> TASK GOAL: Among the lines of the records, count those containing the word "coordinates", then give the number alone.

Stored items
***
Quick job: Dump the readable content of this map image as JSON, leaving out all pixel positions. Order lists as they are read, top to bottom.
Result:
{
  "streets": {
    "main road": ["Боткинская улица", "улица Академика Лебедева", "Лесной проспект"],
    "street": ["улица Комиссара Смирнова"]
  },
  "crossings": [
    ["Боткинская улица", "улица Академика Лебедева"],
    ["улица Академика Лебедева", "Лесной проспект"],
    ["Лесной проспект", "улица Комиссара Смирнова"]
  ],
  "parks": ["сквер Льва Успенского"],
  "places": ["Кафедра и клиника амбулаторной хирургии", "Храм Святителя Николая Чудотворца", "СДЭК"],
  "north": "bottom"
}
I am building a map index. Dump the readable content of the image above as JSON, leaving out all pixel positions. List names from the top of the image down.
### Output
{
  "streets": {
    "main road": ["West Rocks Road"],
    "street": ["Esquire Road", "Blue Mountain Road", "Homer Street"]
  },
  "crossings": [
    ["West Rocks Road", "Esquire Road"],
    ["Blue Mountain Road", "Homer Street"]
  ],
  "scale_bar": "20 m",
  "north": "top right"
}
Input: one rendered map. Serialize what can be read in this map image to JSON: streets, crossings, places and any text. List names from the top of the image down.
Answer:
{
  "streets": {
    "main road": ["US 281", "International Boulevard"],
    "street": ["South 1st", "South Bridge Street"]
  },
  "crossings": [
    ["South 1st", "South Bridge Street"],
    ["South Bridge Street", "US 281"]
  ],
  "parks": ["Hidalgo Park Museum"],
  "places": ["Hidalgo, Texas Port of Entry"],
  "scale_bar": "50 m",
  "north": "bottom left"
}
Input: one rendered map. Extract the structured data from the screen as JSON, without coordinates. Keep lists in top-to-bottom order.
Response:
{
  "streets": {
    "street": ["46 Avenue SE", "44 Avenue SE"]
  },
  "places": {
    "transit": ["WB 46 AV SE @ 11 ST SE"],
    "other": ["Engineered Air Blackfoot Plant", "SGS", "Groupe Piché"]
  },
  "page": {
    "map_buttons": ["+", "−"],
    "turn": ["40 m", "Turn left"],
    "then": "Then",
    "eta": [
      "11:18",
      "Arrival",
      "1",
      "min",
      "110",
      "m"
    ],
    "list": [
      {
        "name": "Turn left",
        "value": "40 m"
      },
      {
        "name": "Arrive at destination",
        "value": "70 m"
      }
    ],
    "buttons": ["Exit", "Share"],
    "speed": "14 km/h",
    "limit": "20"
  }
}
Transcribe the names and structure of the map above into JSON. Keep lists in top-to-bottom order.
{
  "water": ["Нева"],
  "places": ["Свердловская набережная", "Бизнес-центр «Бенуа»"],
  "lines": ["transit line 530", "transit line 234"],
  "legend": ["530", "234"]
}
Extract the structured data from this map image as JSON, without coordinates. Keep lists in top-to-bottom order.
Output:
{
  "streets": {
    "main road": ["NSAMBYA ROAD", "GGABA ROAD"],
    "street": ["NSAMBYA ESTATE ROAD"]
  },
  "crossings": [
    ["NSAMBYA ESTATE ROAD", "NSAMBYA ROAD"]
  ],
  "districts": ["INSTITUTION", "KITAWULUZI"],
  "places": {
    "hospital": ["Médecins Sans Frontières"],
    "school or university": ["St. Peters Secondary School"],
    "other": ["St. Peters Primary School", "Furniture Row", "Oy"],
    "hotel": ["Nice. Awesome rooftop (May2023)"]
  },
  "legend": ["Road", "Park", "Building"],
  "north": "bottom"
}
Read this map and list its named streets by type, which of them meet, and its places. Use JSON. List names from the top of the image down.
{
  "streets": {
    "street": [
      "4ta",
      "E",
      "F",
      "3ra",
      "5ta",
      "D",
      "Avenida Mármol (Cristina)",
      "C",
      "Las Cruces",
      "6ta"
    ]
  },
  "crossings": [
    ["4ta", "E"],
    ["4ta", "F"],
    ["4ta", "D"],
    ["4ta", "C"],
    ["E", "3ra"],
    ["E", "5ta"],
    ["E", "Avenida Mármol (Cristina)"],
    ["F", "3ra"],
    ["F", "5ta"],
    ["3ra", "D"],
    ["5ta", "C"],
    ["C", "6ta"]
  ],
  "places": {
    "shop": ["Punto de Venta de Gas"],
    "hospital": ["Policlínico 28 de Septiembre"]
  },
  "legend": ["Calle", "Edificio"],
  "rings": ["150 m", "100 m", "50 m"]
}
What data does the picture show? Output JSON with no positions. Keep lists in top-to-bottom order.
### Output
***
> WRITTEN RESPONSE: 2